[[ Extracted entries, beginning ]]

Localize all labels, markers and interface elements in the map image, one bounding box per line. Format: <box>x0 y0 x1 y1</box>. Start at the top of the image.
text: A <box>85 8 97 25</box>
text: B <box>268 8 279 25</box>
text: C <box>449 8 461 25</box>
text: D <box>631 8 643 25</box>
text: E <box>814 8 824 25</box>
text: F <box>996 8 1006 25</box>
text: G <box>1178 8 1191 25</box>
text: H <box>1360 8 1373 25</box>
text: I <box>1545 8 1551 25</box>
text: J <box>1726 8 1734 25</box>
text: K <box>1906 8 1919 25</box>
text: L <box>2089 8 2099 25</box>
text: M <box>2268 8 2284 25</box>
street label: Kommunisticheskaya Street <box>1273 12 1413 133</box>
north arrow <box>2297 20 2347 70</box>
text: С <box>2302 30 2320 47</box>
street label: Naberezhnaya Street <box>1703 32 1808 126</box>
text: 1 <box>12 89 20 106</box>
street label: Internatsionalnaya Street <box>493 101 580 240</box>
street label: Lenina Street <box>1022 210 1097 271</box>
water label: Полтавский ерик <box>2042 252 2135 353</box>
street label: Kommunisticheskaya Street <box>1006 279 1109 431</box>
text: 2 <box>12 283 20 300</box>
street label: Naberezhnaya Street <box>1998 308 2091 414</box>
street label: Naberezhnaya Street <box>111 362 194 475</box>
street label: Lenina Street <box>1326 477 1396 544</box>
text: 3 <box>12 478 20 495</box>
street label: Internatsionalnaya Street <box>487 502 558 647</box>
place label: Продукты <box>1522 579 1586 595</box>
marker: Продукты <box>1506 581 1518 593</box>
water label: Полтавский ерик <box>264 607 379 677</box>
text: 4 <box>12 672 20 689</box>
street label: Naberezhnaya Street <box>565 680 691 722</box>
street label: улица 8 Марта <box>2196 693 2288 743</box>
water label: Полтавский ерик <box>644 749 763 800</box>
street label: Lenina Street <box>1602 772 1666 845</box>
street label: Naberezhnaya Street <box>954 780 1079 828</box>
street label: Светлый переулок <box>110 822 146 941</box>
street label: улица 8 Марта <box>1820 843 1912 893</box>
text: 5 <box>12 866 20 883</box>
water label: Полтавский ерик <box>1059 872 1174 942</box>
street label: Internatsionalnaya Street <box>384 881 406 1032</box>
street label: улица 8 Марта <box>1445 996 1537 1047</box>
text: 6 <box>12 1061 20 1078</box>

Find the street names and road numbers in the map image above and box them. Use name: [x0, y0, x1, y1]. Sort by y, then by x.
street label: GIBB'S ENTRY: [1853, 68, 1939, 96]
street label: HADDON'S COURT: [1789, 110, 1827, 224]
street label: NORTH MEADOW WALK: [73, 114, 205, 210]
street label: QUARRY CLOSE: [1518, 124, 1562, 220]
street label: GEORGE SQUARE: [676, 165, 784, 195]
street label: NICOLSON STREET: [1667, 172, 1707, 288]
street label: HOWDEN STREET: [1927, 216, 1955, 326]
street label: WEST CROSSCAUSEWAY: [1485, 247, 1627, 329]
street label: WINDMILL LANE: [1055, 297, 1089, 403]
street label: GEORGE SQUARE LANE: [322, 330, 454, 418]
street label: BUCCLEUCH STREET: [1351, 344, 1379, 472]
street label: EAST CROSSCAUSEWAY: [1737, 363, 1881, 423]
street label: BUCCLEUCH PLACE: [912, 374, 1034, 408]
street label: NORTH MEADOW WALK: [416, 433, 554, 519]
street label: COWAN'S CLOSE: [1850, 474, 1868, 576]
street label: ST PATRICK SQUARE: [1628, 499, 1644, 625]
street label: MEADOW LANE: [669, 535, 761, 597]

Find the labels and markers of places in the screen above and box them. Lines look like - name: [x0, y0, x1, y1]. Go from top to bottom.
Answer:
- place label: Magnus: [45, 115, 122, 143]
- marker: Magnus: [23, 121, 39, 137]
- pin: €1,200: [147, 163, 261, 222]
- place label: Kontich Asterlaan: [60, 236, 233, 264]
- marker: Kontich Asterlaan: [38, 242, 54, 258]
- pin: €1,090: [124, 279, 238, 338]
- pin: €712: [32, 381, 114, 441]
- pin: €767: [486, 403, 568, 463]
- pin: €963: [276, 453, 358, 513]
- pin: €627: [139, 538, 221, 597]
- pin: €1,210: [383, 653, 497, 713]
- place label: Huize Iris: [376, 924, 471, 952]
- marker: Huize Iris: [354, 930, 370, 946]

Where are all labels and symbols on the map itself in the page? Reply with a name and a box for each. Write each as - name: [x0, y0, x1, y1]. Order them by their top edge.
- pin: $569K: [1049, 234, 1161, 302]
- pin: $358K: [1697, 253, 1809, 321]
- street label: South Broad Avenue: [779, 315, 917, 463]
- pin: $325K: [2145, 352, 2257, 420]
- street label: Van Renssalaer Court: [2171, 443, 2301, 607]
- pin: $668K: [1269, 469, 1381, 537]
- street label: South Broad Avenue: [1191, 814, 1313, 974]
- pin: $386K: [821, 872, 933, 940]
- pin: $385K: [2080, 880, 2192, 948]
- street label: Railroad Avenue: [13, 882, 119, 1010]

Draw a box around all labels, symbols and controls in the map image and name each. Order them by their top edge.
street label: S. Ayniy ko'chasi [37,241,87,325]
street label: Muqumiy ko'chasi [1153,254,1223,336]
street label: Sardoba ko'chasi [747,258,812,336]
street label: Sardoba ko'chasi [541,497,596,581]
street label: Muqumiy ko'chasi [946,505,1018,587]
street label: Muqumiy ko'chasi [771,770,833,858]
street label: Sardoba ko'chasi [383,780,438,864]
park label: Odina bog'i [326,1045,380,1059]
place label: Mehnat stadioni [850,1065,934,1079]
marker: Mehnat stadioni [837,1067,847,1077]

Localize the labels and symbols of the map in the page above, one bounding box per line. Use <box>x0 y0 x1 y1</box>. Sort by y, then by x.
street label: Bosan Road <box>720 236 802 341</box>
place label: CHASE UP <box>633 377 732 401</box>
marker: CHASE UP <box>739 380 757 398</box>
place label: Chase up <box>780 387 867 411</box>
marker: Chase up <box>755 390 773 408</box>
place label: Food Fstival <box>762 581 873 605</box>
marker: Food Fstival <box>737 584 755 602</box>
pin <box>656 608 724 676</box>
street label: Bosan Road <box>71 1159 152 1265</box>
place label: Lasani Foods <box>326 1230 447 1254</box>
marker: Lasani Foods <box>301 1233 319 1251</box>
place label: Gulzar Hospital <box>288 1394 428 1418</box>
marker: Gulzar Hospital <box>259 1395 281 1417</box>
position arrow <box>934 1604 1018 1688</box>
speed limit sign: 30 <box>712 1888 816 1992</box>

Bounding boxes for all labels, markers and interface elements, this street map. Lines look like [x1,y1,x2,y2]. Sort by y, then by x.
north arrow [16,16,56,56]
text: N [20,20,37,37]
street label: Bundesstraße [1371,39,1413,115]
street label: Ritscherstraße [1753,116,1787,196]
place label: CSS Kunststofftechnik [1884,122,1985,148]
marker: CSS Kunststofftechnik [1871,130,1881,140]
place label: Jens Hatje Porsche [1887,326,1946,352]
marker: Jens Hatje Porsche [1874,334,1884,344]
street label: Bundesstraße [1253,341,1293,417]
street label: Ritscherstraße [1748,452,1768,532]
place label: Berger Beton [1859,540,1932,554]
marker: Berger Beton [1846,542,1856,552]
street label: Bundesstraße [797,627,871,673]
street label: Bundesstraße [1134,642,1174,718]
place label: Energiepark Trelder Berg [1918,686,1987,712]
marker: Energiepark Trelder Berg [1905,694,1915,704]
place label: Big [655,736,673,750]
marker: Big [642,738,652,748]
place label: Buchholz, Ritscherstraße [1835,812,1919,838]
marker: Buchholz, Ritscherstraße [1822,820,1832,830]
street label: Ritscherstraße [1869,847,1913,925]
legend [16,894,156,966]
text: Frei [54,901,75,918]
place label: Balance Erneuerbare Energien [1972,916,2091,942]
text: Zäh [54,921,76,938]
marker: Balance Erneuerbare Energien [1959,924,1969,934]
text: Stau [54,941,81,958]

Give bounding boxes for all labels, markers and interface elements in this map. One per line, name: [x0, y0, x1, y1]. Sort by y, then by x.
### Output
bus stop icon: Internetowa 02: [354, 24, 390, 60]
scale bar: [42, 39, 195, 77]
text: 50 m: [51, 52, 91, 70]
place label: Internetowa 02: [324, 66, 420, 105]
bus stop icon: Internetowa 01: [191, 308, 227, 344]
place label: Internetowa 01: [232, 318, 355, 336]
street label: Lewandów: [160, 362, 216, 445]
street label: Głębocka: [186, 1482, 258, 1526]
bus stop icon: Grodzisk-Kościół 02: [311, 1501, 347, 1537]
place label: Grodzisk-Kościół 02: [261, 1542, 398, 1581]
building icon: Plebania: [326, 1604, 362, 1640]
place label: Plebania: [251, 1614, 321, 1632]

[[ Extracted entries, end ]]

*Activity*. In the listing above, find the line containing "Give bounding boxes"; that line and every line after it, through the last, are to be retyped exactly.

*Solution*.
Give bounding boxes for all labels, markers and interface elements in this map. One per line, name: [x0, y0, x1, y1]. Sort by y, then by x.
### Output
bus stop icon: Internetowa 02: [354, 24, 390, 60]
scale bar: [42, 39, 195, 77]
text: 50 m: [51, 52, 91, 70]
place label: Internetowa 02: [324, 66, 420, 105]
bus stop icon: Internetowa 01: [191, 308, 227, 344]
place label: Internetowa 01: [232, 318, 355, 336]
street label: Lewandów: [160, 362, 216, 445]
street label: Głębocka: [186, 1482, 258, 1526]
bus stop icon: Grodzisk-Kościół 02: [311, 1501, 347, 1537]
place label: Grodzisk-Kościół 02: [261, 1542, 398, 1581]
building icon: Plebania: [326, 1604, 362, 1640]
place label: Plebania: [251, 1614, 321, 1632]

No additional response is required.